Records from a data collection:

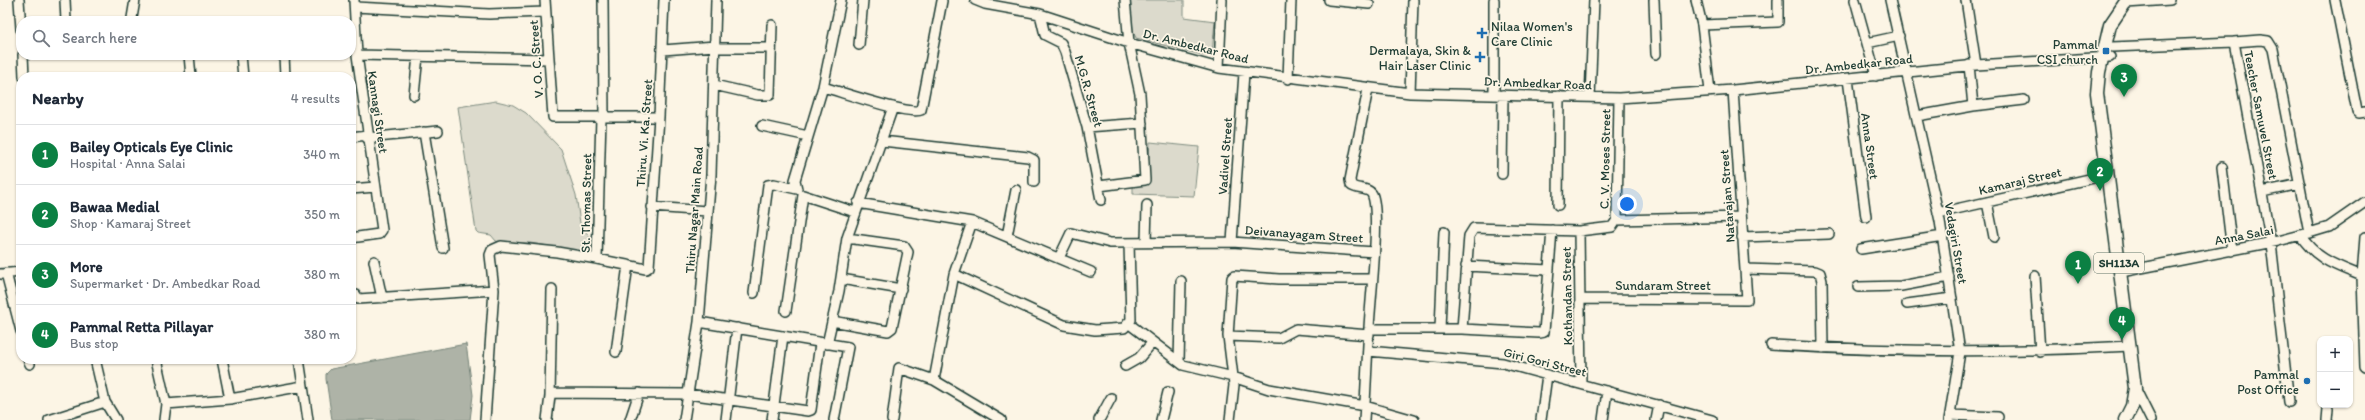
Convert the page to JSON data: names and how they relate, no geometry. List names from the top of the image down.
{
  "streets": {
    "main road": ["SH113A"],
    "street": [
      "Dr. Ambedkar Road",
      "V. O. C. Street",
      "M.G.R. Street",
      "Kannagi Street",
      "Teacher Samuvel Street",
      "Thiru. Vi. Ka. Street",
      "Anna Street",
      "Vadivel Street",
      "C. V. Moses Street",
      "Kamaraj Street",
      "Natarajan Street",
      "St. Thomas Street",
      "Thiru Nagar Main Road",
      "Deivanayagam Street",
      "Anna Salai",
      "Vedagiri Street",
      "Sundaram Street",
      "Kothandan Street",
      "Giri Gori Street"
    ]
  },
  "crossings": [
    ["Dr. Ambedkar Road", "M.G.R. Street"],
    ["Dr. Ambedkar Road", "Teacher Samuvel Street"],
    ["Dr. Ambedkar Road", "Anna Street"],
    ["Dr. Ambedkar Road", "Vadivel Street"],
    ["Dr. Ambedkar Road", "C. V. Moses Street"],
    ["Dr. Ambedkar Road", "Natarajan Street"],
    ["Dr. Ambedkar Road", "Vedagiri Street"],
    ["Dr. Ambedkar Road", "SH113A"],
    ["V. O. C. Street", "St. Thomas Street"],
    ["Teacher Samuvel Street", "Anna Salai"],
    ["Teacher Samuvel Street", "SH113A"],
    ["Thiru. Vi. Ka. Street", "St. Thomas Street"],
    ["Vadivel Street", "Deivanayagam Street"],
    ["Kamaraj Street", "Vedagiri Street"],
    ["Kamaraj Street", "SH113A"],
    ["Natarajan Street", "Sundaram Street"],
    ["Anna Salai", "SH113A"],
    ["Sundaram Street", "Kothandan Street"],
    ["Kothandan Street", "Giri Gori Street"]
  ],
  "places": {
    "health": ["Nilaa Women's Care Clinic", "Dermalaya, Skin & Hair Laser Clinic"],
    "transit": ["Pammal CSI church"],
    "other": ["Pammal Post Office"]
  },
  "page": {
    "search": "Search here",
    "pins": [
      "3",
      "2",
      "1",
      "4"
    ],
    "heading": ["Nearby", "4 results"],
    "list": [
      {
        "mark": "1",
        "name": "Bailey Opticals Eye Clinic",
        "note": "Hospital · Anna Salai",
        "value": "340 m"
      },
      {
        "mark": "2",
        "name": "Bawaa Medial",
        "note": "Shop · Kamaraj Street",
        "value": "350 m"
      },
      {
        "mark": "3",
        "name": "More",
        "note": "Supermarket · Dr. Ambedkar Road",
        "value": "380 m"
      },
      {
        "mark": "4",
        "name": "Pammal Retta Pillayar",
        "note": "Bus stop",
        "value": "380 m"
      }
    ],
    "map_buttons": ["+", "−"]
  }
}
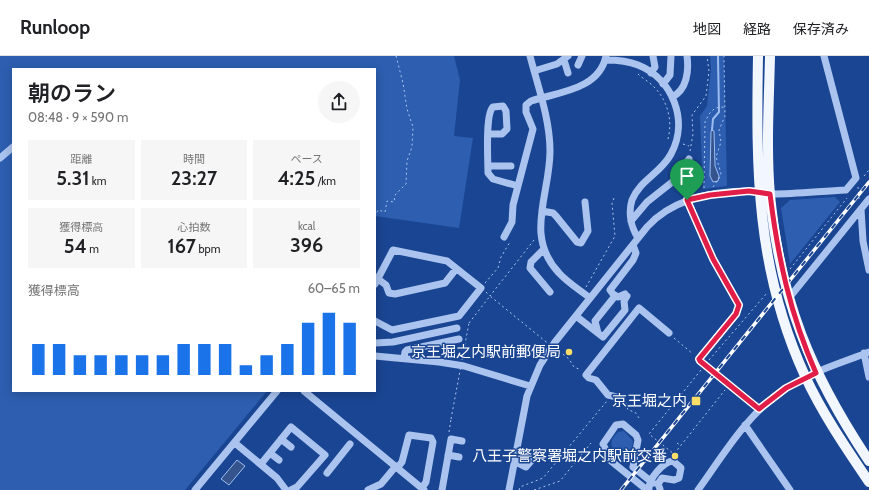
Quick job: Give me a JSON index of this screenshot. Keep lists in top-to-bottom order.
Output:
{
  "places": {
    "other": ["京王堀之内駅前郵便局", "八王子警察署堀之内駅前交番"],
    "transit": ["京王堀之内"]
  },
  "page": {
    "header": "Runloop",
    "nav": ["地図", "経路", "保存済み"],
    "heading": ["朝のラン", "08:48 · 9 × 590 m"],
    "stats": [
      ["距離", "5.31 km"],
      ["時間", "23:27"],
      ["ペース", "4:25 /km"],
      ["獲得標高", "54 m"],
      ["心拍数", "167 bpm"],
      ["kcal", "396"]
    ],
    "chart": ["獲得標高", "60–65 m"]
  }
}
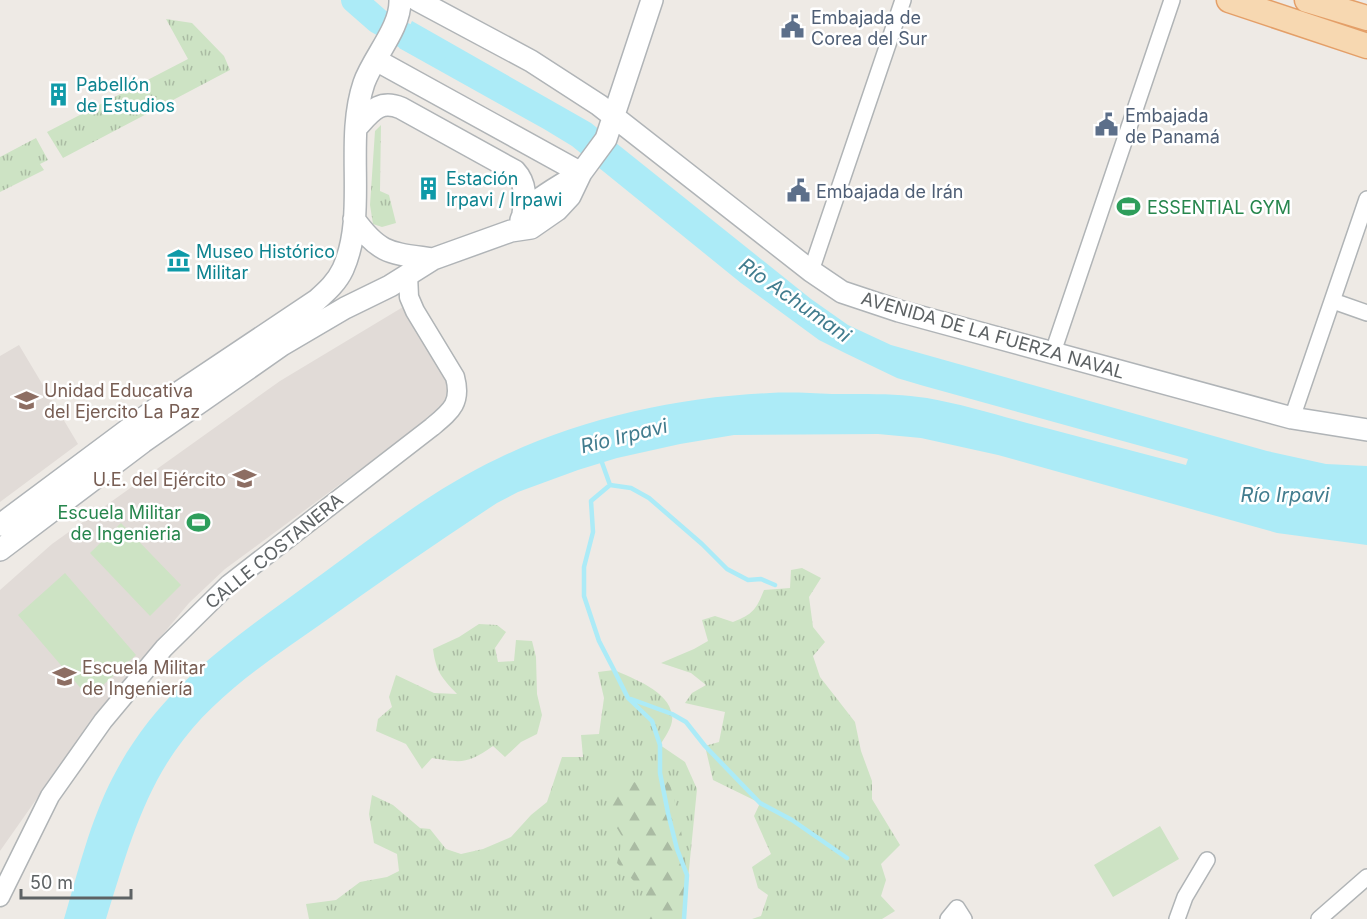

EXERCISE DIRECTIONS: In the records above, how many lines hold the string "Vadivel"? Respond with that number only.

SOLUTION TO THE PROBLEM: 3